··· Material shown

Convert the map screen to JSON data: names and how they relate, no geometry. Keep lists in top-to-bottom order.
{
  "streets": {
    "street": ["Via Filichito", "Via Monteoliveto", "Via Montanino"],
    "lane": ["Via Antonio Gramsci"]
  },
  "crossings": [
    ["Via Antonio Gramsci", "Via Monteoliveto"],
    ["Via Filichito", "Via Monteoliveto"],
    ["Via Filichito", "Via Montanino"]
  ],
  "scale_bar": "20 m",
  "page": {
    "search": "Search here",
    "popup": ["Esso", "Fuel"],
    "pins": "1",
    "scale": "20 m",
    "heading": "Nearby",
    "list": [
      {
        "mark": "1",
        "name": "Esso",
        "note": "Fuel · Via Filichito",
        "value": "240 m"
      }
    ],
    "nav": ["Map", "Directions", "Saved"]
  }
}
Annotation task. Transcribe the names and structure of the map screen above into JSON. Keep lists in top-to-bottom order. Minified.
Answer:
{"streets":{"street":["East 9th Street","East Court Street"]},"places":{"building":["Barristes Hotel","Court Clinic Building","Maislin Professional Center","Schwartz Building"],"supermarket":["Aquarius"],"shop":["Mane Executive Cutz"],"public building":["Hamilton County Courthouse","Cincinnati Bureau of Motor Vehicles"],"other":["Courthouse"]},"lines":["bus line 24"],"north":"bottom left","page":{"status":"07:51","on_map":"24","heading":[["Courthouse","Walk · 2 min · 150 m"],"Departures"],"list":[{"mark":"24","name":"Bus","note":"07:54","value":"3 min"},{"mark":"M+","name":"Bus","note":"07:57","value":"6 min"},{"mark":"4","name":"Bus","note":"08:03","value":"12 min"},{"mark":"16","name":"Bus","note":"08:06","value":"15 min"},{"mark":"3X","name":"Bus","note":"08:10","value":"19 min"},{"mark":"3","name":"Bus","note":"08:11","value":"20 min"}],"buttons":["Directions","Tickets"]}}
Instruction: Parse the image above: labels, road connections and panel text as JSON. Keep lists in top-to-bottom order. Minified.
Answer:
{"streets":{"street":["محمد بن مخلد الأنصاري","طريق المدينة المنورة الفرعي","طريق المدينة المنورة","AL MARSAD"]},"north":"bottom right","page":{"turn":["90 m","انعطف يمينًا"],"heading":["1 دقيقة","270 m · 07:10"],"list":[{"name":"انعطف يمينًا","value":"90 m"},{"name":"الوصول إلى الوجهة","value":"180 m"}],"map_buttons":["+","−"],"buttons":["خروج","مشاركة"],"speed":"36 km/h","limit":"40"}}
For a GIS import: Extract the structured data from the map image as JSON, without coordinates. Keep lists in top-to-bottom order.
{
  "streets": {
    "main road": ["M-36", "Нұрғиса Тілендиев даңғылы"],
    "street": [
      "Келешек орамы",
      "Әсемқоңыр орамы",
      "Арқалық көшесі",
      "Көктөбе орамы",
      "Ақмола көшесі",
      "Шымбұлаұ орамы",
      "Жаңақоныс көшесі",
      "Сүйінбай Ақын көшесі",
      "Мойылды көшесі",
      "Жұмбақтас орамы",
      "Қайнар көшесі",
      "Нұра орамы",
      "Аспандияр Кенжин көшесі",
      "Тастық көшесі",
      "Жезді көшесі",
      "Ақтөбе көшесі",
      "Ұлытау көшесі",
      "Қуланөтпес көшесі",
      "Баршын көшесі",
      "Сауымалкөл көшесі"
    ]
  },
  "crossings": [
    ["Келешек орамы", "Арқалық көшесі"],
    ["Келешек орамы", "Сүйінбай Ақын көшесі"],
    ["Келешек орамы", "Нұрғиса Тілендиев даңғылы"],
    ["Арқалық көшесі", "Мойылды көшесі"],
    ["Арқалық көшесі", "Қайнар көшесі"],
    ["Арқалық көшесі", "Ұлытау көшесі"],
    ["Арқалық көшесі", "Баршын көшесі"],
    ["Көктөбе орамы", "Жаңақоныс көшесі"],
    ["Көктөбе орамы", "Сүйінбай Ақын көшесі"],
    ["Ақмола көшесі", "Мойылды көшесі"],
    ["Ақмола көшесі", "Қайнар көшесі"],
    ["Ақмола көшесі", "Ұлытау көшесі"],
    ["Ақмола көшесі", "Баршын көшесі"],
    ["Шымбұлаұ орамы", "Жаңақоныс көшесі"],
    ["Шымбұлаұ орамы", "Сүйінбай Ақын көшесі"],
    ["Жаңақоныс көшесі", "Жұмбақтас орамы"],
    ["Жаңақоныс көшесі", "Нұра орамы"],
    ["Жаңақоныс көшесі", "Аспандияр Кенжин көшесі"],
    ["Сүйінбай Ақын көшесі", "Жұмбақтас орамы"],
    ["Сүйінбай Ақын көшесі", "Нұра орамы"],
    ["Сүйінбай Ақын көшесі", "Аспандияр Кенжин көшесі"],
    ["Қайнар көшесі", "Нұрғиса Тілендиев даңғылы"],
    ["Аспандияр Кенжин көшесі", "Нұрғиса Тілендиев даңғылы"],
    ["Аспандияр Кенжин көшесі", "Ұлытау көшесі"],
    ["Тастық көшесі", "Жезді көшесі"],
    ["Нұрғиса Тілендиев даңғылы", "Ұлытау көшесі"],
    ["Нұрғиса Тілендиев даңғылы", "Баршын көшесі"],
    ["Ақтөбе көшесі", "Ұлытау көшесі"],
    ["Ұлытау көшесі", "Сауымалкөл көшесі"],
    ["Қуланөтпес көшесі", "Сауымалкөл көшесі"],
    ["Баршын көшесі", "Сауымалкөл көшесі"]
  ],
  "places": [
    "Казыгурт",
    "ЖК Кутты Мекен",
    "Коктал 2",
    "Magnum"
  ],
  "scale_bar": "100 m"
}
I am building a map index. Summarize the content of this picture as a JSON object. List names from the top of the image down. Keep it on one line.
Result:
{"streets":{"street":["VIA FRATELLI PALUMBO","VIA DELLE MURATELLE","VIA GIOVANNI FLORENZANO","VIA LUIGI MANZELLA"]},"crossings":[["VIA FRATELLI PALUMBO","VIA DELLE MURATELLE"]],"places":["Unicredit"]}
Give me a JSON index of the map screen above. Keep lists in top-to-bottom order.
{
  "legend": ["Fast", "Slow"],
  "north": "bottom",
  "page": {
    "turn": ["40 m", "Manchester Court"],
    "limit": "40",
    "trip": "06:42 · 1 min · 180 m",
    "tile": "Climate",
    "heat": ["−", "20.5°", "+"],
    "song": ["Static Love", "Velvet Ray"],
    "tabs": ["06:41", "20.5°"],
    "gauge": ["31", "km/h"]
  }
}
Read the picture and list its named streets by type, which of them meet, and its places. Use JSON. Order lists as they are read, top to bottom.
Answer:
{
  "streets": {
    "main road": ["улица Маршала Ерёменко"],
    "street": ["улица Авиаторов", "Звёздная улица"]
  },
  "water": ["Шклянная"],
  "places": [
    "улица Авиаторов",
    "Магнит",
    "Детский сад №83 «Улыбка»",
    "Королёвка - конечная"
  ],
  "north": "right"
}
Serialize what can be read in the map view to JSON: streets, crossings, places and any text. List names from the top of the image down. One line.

······

### What you have to do
Your reply should contain every entry, repeated exactly.

### Reply
Convert the map screen to JSON data: names and how they relate, no geometry. Keep lists in top-to-bottom order.
{
  "streets": {
    "street": ["Via Filichito", "Via Monteoliveto", "Via Montanino"],
    "lane": ["Via Antonio Gramsci"]
  },
  "crossings": [
    ["Via Antonio Gramsci", "Via Monteoliveto"],
    ["Via Filichito", "Via Monteoliveto"],
    ["Via Filichito", "Via Montanino"]
  ],
  "scale_bar": "20 m",
  "page": {
    "search": "Search here",
    "popup": ["Esso", "Fuel"],
    "pins": "1",
    "scale": "20 m",
    "heading": "Nearby",
    "list": [
      {
        "mark": "1",
        "name": "Esso",
        "note": "Fuel · Via Filichito",
        "value": "240 m"
      }
    ],
    "nav": ["Map", "Directions", "Saved"]
  }
}
Annotation task. Transcribe the names and structure of the map screen above into JSON. Keep lists in top-to-bottom order. Minified.
Answer:
{"streets":{"street":["East 9th Street","East Court Street"]},"places":{"building":["Barristes Hotel","Court Clinic Building","Maislin Professional Center","Schwartz Building"],"supermarket":["Aquarius"],"shop":["Mane Executive Cutz"],"public building":["Hamilton County Courthouse","Cincinnati Bureau of Motor Vehicles"],"other":["Courthouse"]},"lines":["bus line 24"],"north":"bottom left","page":{"status":"07:51","on_map":"24","heading":[["Courthouse","Walk · 2 min · 150 m"],"Departures"],"list":[{"mark":"24","name":"Bus","note":"07:54","value":"3 min"},{"mark":"M+","name":"Bus","note":"07:57","value":"6 min"},{"mark":"4","name":"Bus","note":"08:03","value":"12 min"},{"mark":"16","name":"Bus","note":"08:06","value":"15 min"},{"mark":"3X","name":"Bus","note":"08:10","value":"19 min"},{"mark":"3","name":"Bus","note":"08:11","value":"20 min"}],"buttons":["Directions","Tickets"]}}
Instruction: Parse the image above: labels, road connections and panel text as JSON. Keep lists in top-to-bottom order. Minified.
Answer:
{"streets":{"street":["محمد بن مخلد الأنصاري","طريق المدينة المنورة الفرعي","طريق المدينة المنورة","AL MARSAD"]},"north":"bottom right","page":{"turn":["90 m","انعطف يمينًا"],"heading":["1 دقيقة","270 m · 07:10"],"list":[{"name":"انعطف يمينًا","value":"90 m"},{"name":"الوصول إلى الوجهة","value":"180 m"}],"map_buttons":["+","−"],"buttons":["خروج","مشاركة"],"speed":"36 km/h","limit":"40"}}
For a GIS import: Extract the structured data from the map image as JSON, without coordinates. Keep lists in top-to-bottom order.
{
  "streets": {
    "main road": ["M-36", "Нұрғиса Тілендиев даңғылы"],
    "street": [
      "Келешек орамы",
      "Әсемқоңыр орамы",
      "Арқалық көшесі",
      "Көктөбе орамы",
      "Ақмола көшесі",
      "Шымбұлаұ орамы",
      "Жаңақоныс көшесі",
      "Сүйінбай Ақын көшесі",
      "Мойылды көшесі",
      "Жұмбақтас орамы",
      "Қайнар көшесі",
      "Нұра орамы",
      "Аспандияр Кенжин көшесі",
      "Тастық көшесі",
      "Жезді көшесі",
      "Ақтөбе көшесі",
      "Ұлытау көшесі",
      "Қуланөтпес көшесі",
      "Баршын көшесі",
      "Сауымалкөл көшесі"
    ]
  },
  "crossings": [
    ["Келешек орамы", "Арқалық көшесі"],
    ["Келешек орамы", "Сүйінбай Ақын көшесі"],
    ["Келешек орамы", "Нұрғиса Тілендиев даңғылы"],
    ["Арқалық көшесі", "Мойылды көшесі"],
    ["Арқалық көшесі", "Қайнар көшесі"],
    ["Арқалық көшесі", "Ұлытау көшесі"],
    ["Арқалық көшесі", "Баршын көшесі"],
    ["Көктөбе орамы", "Жаңақоныс көшесі"],
    ["Көктөбе орамы", "Сүйінбай Ақын көшесі"],
    ["Ақмола көшесі", "Мойылды көшесі"],
    ["Ақмола көшесі", "Қайнар көшесі"],
    ["Ақмола көшесі", "Ұлытау көшесі"],
    ["Ақмола көшесі", "Баршын көшесі"],
    ["Шымбұлаұ орамы", "Жаңақоныс көшесі"],
    ["Шымбұлаұ орамы", "Сүйінбай Ақын көшесі"],
    ["Жаңақоныс көшесі", "Жұмбақтас орамы"],
    ["Жаңақоныс көшесі", "Нұра орамы"],
    ["Жаңақоныс көшесі", "Аспандияр Кенжин көшесі"],
    ["Сүйінбай Ақын көшесі", "Жұмбақтас орамы"],
    ["Сүйінбай Ақын көшесі", "Нұра орамы"],
    ["Сүйінбай Ақын көшесі", "Аспандияр Кенжин көшесі"],
    ["Қайнар көшесі", "Нұрғиса Тілендиев даңғылы"],
    ["Аспандияр Кенжин көшесі", "Нұрғиса Тілендиев даңғылы"],
    ["Аспандияр Кенжин көшесі", "Ұлытау көшесі"],
    ["Тастық көшесі", "Жезді көшесі"],
    ["Нұрғиса Тілендиев даңғылы", "Ұлытау көшесі"],
    ["Нұрғиса Тілендиев даңғылы", "Баршын көшесі"],
    ["Ақтөбе көшесі", "Ұлытау көшесі"],
    ["Ұлытау көшесі", "Сауымалкөл көшесі"],
    ["Қуланөтпес көшесі", "Сауымалкөл көшесі"],
    ["Баршын көшесі", "Сауымалкөл көшесі"]
  ],
  "places": [
    "Казыгурт",
    "ЖК Кутты Мекен",
    "Коктал 2",
    "Magnum"
  ],
  "scale_bar": "100 m"
}
I am building a map index. Summarize the content of this picture as a JSON object. List names from the top of the image down. Keep it on one line.
Result:
{"streets":{"street":["VIA FRATELLI PALUMBO","VIA DELLE MURATELLE","VIA GIOVANNI FLORENZANO","VIA LUIGI MANZELLA"]},"crossings":[["VIA FRATELLI PALUMBO","VIA DELLE MURATELLE"]],"places":["Unicredit"]}
Give me a JSON index of the map screen above. Keep lists in top-to-bottom order.
{
  "legend": ["Fast", "Slow"],
  "north": "bottom",
  "page": {
    "turn": ["40 m", "Manchester Court"],
    "limit": "40",
    "trip": "06:42 · 1 min · 180 m",
    "tile": "Climate",
    "heat": ["−", "20.5°", "+"],
    "song": ["Static Love", "Velvet Ray"],
    "tabs": ["06:41", "20.5°"],
    "gauge": ["31", "km/h"]
  }
}
Read the picture and list its named streets by type, which of them meet, and its places. Use JSON. Order lists as they are read, top to bottom.
Answer:
{
  "streets": {
    "main road": ["улица Маршала Ерёменко"],
    "street": ["улица Авиаторов", "Звёздная улица"]
  },
  "water": ["Шклянная"],
  "places": [
    "улица Авиаторов",
    "Магнит",
    "Детский сад №83 «Улыбка»",
    "Королёвка - конечная"
  ],
  "north": "right"
}
Serialize what can be read in the map view to JSON: streets, crossings, places and any text. List names from the top of the image down. One line.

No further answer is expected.